L’Héritage des Darcer, tome 1

Auteur : Marie Caillet.

Nombre de pages : 409.

Parution : 2010.

Éditeur : Michel Lafon.

Genre : Jeunesse – Fantasy.

Prix : 13,72€.

Résumé éditeur : Lorsqu’on s’appelle Mydria, qu’on est la fille unique et chérie des puissants Siartt, et qu’on a pour objectif principal d’accéder à un pouvoir plus grand encore en épousant le prince héritier du royaume, la vie ne peut pas être ennuyeuse.

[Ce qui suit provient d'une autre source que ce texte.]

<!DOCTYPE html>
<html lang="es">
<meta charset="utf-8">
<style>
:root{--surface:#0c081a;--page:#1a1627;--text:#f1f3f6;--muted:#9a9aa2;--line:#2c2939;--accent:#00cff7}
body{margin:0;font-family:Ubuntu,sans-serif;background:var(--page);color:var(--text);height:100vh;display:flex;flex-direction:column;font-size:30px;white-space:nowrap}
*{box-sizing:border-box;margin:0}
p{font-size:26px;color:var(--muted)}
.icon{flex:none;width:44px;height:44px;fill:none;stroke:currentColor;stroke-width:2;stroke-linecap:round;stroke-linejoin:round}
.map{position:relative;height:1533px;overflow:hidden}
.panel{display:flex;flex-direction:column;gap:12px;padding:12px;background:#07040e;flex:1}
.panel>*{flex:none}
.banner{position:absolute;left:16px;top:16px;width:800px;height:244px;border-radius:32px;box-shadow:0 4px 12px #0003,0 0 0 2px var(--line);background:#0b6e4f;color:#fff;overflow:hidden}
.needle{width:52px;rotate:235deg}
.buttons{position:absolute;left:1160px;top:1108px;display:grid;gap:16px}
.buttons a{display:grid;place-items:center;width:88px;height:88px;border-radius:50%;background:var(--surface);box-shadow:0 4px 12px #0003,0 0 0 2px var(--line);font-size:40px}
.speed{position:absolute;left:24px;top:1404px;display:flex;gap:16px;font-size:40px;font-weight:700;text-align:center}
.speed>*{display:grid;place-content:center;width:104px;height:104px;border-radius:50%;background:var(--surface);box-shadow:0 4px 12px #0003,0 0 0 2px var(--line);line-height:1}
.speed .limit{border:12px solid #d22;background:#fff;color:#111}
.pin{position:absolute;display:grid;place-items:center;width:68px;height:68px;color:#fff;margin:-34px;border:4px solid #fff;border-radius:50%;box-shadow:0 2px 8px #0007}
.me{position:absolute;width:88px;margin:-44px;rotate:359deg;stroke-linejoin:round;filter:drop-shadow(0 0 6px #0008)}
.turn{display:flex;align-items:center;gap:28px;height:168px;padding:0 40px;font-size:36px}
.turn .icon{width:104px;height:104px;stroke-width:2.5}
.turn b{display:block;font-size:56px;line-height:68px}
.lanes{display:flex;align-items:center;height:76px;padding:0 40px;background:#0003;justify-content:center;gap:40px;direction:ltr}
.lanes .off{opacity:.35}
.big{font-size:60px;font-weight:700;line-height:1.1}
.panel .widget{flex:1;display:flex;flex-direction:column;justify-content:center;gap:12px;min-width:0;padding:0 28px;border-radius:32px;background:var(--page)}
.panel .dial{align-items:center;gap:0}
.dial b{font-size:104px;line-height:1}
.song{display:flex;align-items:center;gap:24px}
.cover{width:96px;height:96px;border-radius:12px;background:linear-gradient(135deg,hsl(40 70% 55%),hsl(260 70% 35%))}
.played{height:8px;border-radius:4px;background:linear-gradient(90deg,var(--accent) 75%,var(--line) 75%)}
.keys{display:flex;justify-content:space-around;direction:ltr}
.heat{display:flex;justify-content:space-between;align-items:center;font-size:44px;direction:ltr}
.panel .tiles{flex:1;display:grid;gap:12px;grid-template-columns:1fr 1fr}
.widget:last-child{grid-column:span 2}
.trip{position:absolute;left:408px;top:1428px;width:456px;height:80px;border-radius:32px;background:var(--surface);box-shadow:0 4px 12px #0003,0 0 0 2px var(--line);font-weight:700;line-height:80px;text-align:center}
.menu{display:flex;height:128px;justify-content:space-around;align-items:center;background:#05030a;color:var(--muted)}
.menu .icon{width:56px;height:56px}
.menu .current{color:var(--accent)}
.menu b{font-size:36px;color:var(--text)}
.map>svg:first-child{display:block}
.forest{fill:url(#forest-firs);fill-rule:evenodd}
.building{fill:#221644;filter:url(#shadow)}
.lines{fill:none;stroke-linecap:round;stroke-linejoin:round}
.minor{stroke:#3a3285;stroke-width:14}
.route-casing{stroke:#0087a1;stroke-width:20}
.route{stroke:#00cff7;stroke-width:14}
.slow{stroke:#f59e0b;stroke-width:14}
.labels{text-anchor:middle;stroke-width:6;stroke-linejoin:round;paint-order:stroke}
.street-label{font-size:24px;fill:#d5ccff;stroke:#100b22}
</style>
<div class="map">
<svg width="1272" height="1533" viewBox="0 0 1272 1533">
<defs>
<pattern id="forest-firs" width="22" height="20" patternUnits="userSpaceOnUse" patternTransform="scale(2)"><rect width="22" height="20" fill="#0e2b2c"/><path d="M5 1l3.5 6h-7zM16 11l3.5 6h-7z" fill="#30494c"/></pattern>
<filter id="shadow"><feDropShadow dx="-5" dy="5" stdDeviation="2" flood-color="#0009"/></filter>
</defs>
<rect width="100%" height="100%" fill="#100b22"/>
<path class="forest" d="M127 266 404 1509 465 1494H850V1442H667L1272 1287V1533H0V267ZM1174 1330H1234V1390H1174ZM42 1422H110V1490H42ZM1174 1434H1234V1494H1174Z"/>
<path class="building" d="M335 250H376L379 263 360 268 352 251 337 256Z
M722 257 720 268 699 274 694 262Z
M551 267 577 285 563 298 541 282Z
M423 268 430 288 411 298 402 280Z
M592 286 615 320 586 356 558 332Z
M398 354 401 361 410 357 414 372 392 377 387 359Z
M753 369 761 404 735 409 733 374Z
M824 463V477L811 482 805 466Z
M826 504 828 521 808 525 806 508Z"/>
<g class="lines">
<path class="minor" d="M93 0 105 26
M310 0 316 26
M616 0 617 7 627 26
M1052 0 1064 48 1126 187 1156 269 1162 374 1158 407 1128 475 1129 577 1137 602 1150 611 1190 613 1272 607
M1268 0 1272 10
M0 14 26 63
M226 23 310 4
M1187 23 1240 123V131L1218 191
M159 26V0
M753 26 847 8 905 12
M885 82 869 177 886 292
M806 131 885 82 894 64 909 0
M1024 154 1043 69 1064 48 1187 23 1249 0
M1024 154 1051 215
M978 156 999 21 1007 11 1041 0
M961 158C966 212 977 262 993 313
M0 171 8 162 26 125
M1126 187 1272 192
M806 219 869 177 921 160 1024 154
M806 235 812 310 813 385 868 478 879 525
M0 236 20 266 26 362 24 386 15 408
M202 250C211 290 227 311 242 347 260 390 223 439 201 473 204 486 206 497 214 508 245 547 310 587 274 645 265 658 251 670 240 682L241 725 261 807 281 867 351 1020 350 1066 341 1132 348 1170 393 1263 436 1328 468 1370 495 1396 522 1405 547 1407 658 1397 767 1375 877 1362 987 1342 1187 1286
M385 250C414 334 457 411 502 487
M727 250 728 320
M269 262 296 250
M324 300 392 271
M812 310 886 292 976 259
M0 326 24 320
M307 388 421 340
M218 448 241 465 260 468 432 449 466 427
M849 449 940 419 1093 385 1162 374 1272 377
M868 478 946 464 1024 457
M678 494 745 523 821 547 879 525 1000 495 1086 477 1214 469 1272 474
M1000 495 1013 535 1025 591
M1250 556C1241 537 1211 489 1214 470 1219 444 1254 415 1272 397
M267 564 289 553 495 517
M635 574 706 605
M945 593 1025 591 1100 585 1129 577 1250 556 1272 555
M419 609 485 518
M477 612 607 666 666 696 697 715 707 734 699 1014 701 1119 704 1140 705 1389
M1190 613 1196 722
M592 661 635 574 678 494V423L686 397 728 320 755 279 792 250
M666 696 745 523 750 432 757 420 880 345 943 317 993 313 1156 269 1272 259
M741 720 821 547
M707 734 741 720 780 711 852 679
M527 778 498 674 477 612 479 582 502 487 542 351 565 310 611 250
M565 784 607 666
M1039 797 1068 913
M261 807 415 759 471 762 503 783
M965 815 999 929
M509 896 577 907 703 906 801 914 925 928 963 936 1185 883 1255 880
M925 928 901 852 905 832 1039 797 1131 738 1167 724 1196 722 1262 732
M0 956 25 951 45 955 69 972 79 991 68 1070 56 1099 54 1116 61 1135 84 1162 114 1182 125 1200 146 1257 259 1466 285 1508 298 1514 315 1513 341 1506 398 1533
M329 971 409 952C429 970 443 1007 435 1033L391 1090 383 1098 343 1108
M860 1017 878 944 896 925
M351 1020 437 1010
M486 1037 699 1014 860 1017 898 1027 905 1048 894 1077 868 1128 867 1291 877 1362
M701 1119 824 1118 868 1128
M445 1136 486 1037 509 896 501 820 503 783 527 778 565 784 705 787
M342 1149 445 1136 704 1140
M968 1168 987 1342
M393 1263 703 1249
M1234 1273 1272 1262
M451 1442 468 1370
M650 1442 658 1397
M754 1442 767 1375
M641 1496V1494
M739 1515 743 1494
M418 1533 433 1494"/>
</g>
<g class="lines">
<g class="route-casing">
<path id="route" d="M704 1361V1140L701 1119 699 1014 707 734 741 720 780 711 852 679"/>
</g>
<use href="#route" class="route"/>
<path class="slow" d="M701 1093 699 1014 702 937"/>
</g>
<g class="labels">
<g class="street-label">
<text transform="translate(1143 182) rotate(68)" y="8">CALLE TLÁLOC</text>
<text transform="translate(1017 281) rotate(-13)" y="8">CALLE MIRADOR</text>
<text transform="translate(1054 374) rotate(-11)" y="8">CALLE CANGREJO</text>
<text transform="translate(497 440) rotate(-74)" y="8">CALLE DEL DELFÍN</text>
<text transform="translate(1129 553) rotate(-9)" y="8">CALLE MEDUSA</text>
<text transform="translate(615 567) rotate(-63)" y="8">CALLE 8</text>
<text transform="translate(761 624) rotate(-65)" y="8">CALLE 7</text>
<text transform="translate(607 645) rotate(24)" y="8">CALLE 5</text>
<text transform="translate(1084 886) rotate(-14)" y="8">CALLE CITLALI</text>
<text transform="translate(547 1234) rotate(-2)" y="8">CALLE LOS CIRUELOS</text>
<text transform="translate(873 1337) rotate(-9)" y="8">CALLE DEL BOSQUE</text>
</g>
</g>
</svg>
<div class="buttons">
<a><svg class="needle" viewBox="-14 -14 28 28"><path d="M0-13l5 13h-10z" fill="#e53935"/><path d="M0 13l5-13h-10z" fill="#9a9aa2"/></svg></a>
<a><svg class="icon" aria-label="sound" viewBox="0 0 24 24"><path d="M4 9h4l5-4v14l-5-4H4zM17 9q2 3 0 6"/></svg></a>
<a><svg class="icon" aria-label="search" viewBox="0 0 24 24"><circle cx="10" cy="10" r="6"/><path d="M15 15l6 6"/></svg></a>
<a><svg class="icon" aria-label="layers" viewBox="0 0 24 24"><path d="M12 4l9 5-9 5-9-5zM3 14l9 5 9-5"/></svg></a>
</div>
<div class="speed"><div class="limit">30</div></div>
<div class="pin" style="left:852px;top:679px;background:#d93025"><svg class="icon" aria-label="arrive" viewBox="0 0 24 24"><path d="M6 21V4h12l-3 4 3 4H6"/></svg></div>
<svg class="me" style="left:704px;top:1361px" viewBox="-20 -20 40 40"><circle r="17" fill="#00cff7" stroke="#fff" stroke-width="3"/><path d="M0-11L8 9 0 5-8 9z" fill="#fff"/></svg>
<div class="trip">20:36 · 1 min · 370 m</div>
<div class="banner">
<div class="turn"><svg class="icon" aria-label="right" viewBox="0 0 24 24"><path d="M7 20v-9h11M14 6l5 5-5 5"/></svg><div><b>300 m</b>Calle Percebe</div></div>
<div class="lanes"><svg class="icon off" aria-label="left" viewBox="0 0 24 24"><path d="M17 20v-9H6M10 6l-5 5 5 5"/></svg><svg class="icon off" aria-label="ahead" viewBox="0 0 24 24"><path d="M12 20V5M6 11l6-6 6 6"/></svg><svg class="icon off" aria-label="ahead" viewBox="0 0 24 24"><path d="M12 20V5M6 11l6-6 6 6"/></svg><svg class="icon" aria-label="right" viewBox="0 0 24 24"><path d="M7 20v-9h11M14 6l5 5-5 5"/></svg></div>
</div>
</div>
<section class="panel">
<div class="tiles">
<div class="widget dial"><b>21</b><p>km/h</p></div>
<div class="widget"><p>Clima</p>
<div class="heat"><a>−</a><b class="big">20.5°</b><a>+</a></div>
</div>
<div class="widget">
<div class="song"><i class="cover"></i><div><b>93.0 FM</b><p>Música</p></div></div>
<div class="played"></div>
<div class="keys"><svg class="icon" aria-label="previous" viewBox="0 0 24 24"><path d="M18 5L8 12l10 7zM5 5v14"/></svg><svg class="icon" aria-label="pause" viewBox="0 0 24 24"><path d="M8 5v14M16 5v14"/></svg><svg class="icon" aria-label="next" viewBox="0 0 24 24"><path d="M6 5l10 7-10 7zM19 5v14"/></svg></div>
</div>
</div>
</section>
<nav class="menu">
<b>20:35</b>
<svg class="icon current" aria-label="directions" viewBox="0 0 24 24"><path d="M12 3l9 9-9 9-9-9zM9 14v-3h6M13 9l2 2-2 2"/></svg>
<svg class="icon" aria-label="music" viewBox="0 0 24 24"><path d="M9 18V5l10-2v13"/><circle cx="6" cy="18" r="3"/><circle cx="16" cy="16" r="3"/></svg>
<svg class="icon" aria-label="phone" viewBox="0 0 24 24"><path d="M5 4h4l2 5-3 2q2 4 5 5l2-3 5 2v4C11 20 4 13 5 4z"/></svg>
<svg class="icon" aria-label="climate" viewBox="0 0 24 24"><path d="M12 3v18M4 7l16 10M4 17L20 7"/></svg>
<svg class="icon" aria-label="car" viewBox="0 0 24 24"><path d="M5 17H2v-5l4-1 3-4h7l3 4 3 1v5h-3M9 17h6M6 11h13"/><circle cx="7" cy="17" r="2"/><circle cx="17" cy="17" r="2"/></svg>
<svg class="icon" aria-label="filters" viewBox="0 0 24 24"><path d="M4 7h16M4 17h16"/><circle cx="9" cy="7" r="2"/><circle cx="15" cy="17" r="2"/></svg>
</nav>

Jusqu’au jour où Mydria découvre ses vraies origines. Elle n’est nullement Siartt, mais l’ultime héritière d’une dynastie renversée depuis des générations ! Horreur : à la suite de ses ancêtres, elle est tenue de se lancer à la recherche du trésor familial, recevant pour seules aides un sifflet et le Don d’Aile, cet étrange pouvoir capable de vous métamorphoser à volonté… Le pire danger ne l’attend peut-être pas derrière l’errance, la bataille et les cloques aux pieds. Le pire danger pour un cœur confiant ne tient peut-être qu’en un seul nom : Orest.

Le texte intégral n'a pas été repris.